We characterize the assignment games which admit a population monotonic allocation scheme (PMAS) in terms of efficiently verifiable structural properties of the nonnegative matrix that induces the game. We prove that an assignment game is PMAS-admissible if and only if the positive elements of the underlying nonnegative matrix form orthogonal submatrices of three special types.
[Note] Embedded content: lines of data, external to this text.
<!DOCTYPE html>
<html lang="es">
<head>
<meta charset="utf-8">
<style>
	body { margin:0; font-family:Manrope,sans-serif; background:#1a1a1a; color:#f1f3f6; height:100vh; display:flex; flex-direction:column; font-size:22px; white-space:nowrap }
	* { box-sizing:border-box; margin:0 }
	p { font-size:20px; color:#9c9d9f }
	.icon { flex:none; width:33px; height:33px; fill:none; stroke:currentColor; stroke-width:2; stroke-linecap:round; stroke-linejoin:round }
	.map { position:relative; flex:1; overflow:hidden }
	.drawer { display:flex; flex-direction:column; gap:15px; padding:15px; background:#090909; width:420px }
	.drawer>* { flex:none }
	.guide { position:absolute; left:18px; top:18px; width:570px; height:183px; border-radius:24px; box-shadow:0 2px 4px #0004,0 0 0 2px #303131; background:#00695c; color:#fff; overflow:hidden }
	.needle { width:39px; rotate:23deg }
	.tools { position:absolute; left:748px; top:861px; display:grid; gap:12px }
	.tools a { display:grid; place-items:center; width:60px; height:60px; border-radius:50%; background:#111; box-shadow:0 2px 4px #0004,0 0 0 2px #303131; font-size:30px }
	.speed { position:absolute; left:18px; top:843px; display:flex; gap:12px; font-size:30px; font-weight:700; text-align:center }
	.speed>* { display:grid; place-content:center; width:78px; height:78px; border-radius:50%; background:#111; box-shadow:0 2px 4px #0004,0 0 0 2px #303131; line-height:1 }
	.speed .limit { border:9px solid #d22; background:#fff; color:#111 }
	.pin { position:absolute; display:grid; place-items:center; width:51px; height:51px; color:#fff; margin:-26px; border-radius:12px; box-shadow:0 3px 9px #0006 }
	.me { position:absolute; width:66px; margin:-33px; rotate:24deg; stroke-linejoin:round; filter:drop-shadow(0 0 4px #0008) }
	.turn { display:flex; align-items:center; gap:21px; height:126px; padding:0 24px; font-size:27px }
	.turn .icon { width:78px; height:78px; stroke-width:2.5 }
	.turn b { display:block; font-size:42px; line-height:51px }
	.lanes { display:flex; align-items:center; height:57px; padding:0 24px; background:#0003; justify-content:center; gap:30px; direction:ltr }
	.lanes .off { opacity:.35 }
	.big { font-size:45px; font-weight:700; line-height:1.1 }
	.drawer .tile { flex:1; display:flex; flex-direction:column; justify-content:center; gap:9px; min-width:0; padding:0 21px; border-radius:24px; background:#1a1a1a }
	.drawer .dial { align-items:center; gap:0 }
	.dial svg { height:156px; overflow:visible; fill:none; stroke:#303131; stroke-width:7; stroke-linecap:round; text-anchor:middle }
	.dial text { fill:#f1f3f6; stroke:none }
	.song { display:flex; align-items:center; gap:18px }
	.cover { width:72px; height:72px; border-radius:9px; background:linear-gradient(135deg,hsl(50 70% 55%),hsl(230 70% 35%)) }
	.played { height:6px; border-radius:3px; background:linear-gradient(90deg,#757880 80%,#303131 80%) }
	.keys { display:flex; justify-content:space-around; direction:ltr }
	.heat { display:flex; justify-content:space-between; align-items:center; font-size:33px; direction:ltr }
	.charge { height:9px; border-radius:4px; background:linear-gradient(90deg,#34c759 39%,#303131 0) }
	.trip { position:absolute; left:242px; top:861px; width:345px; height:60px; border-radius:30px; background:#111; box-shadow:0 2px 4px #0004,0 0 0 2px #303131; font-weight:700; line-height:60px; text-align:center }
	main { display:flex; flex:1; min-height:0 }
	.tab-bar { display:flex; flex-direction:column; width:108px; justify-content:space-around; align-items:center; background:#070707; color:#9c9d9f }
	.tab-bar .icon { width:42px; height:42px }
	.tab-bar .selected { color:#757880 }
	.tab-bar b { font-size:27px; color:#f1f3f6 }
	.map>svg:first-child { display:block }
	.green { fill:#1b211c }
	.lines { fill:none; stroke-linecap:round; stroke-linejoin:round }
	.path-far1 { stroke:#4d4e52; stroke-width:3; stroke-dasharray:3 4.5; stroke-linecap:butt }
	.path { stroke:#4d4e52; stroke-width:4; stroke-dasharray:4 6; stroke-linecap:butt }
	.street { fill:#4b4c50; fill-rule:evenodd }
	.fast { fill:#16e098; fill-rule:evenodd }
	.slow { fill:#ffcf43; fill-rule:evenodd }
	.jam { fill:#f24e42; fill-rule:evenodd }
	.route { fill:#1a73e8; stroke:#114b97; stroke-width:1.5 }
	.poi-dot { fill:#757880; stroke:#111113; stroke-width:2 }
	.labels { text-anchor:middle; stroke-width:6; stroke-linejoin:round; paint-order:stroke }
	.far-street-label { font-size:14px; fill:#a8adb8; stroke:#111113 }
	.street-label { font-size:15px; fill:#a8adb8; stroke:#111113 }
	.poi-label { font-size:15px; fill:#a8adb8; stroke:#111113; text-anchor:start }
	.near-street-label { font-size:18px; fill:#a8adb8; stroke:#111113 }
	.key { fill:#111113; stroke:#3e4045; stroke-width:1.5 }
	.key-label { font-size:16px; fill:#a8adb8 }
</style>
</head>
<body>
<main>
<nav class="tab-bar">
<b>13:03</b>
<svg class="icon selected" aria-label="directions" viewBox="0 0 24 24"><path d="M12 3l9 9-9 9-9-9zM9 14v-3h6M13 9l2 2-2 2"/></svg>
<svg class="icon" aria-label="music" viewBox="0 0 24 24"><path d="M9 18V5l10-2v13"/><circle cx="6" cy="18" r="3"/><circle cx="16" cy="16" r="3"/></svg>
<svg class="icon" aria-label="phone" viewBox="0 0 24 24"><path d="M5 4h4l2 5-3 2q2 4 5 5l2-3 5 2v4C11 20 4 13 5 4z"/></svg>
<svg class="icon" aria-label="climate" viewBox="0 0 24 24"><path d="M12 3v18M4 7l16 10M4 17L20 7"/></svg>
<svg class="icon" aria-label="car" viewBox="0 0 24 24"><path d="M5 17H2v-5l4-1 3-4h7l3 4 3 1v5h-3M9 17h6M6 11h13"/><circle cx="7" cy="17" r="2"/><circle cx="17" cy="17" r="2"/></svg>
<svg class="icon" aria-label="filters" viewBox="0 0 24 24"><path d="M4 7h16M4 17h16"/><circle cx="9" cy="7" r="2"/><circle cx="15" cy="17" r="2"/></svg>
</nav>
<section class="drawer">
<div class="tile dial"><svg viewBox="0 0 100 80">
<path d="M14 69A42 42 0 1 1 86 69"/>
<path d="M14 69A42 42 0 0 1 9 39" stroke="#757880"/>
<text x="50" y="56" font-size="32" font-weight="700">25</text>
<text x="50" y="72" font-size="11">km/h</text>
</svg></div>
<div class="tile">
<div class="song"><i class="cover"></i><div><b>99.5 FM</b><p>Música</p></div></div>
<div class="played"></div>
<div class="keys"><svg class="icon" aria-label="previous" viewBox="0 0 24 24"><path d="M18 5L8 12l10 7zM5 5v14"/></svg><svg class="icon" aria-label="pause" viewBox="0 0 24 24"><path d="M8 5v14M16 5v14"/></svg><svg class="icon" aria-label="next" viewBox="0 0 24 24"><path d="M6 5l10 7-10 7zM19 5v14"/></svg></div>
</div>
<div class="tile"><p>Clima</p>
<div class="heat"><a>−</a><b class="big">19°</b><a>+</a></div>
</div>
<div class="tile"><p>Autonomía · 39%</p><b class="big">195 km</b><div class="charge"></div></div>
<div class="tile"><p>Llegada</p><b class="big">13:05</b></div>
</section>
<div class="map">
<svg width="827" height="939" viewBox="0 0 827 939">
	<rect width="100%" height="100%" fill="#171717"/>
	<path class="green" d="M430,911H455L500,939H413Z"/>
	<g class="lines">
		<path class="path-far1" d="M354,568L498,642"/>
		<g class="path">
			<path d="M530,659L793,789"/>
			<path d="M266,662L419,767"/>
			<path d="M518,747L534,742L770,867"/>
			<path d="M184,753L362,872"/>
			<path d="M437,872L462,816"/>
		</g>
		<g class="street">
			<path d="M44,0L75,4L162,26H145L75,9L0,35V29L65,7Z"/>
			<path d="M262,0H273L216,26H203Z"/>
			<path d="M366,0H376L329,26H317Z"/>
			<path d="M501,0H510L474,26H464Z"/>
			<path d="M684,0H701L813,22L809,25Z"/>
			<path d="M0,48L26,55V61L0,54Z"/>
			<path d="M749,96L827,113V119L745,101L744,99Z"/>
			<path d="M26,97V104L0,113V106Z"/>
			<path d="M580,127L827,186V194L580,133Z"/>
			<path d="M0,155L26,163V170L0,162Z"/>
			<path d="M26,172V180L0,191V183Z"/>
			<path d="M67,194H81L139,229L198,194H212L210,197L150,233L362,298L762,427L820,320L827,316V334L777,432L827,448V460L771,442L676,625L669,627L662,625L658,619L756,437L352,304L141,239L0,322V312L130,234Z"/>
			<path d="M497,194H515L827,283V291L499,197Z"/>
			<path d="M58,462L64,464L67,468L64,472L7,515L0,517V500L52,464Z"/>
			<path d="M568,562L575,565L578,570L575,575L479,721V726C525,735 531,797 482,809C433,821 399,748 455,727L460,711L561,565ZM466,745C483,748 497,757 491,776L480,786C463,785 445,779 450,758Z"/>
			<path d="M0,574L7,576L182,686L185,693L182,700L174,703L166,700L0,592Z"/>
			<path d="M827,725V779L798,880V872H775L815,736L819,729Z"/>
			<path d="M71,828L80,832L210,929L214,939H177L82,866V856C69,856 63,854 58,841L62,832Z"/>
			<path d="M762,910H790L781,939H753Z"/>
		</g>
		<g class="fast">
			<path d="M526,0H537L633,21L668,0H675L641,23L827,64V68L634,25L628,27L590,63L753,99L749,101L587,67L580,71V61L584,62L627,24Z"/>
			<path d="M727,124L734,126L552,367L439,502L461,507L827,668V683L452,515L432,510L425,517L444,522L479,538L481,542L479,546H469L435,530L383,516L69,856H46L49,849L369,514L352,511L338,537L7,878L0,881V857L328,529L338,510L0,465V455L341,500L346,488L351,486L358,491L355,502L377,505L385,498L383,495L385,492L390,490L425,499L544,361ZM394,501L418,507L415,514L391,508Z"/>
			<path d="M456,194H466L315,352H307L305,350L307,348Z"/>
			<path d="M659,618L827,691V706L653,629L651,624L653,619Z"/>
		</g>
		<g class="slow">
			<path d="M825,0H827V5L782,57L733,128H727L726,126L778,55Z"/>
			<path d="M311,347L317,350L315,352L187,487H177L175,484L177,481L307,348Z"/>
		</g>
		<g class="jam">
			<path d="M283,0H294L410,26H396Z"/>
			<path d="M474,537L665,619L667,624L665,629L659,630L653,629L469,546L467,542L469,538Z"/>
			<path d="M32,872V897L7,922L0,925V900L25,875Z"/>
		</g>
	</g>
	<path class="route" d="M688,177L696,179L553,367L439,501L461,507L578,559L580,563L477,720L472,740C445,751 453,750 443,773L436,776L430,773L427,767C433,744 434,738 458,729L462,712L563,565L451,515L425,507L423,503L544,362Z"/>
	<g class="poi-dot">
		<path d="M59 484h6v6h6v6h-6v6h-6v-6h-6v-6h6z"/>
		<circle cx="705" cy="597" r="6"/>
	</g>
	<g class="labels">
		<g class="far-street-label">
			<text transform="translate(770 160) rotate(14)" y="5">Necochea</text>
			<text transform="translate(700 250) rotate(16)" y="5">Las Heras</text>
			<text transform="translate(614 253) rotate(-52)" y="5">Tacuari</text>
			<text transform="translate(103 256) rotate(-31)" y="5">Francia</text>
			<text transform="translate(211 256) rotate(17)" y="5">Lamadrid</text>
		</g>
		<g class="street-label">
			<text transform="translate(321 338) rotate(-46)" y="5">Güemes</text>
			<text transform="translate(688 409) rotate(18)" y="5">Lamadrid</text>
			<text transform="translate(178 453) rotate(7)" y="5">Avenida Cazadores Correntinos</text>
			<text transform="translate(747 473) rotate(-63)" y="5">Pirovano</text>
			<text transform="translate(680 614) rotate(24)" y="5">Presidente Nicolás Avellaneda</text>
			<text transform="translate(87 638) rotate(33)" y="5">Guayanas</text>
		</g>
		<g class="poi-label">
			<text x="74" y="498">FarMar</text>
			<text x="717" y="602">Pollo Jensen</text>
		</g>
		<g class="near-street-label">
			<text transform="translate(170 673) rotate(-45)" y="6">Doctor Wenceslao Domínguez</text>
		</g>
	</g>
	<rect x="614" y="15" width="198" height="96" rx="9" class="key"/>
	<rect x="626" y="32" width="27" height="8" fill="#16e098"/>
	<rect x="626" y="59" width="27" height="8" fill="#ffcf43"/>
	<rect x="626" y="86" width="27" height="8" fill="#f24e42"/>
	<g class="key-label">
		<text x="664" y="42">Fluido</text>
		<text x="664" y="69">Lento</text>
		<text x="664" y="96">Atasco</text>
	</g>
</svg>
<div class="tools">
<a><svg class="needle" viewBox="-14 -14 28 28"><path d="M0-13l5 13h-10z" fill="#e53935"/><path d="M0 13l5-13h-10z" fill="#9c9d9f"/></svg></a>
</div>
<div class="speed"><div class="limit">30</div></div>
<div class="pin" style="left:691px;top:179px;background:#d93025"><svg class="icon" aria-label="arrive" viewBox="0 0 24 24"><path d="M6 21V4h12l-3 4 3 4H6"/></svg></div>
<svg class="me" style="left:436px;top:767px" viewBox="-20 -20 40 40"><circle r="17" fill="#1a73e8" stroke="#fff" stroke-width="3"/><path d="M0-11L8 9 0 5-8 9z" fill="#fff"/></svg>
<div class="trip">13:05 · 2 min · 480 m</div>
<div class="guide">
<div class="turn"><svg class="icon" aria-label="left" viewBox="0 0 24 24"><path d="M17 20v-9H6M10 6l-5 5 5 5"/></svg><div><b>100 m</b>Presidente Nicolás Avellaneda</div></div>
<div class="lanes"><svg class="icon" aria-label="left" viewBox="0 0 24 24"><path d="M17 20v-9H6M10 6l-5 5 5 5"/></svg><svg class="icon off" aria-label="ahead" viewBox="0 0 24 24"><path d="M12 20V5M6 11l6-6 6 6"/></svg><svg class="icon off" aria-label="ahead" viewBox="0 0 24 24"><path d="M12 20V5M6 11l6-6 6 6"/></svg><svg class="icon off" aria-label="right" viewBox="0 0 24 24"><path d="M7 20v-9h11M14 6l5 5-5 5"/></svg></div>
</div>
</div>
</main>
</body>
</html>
In game theoretic terms it means that an assignment game is PMAS-admissible if and only if it contains either a veto player or a dominant veto mixed pair, or the game is a composition of these two types of special assignment games. We also show that in PMAS-admissible assignment games all core allocations can be extended to a PMAS, and the nucleolus coincides with the tau-value.

我们根据引发博弈的非负矩阵的可有效验证的结构特性来描述分配博弈，该博弈承认群体单调分配方案（PMAS）。我们证明，当且仅当基础非负矩阵的正元素形成三种特殊类型的正交子矩阵时，分配游戏才是 PMAS 可接受的。用博弈论术语来说，这意味着分配博弈是 PMAS 可接受的，当且仅当它包含否决玩家或占主导地位的否决混合对，或者博弈是这两种类型的特殊分配博弈的组合。我们还表明，在 PMAS 允许的分配游戏中，所有核心分配都可以扩展到 PMAS，并且核仁与 tau 值一致。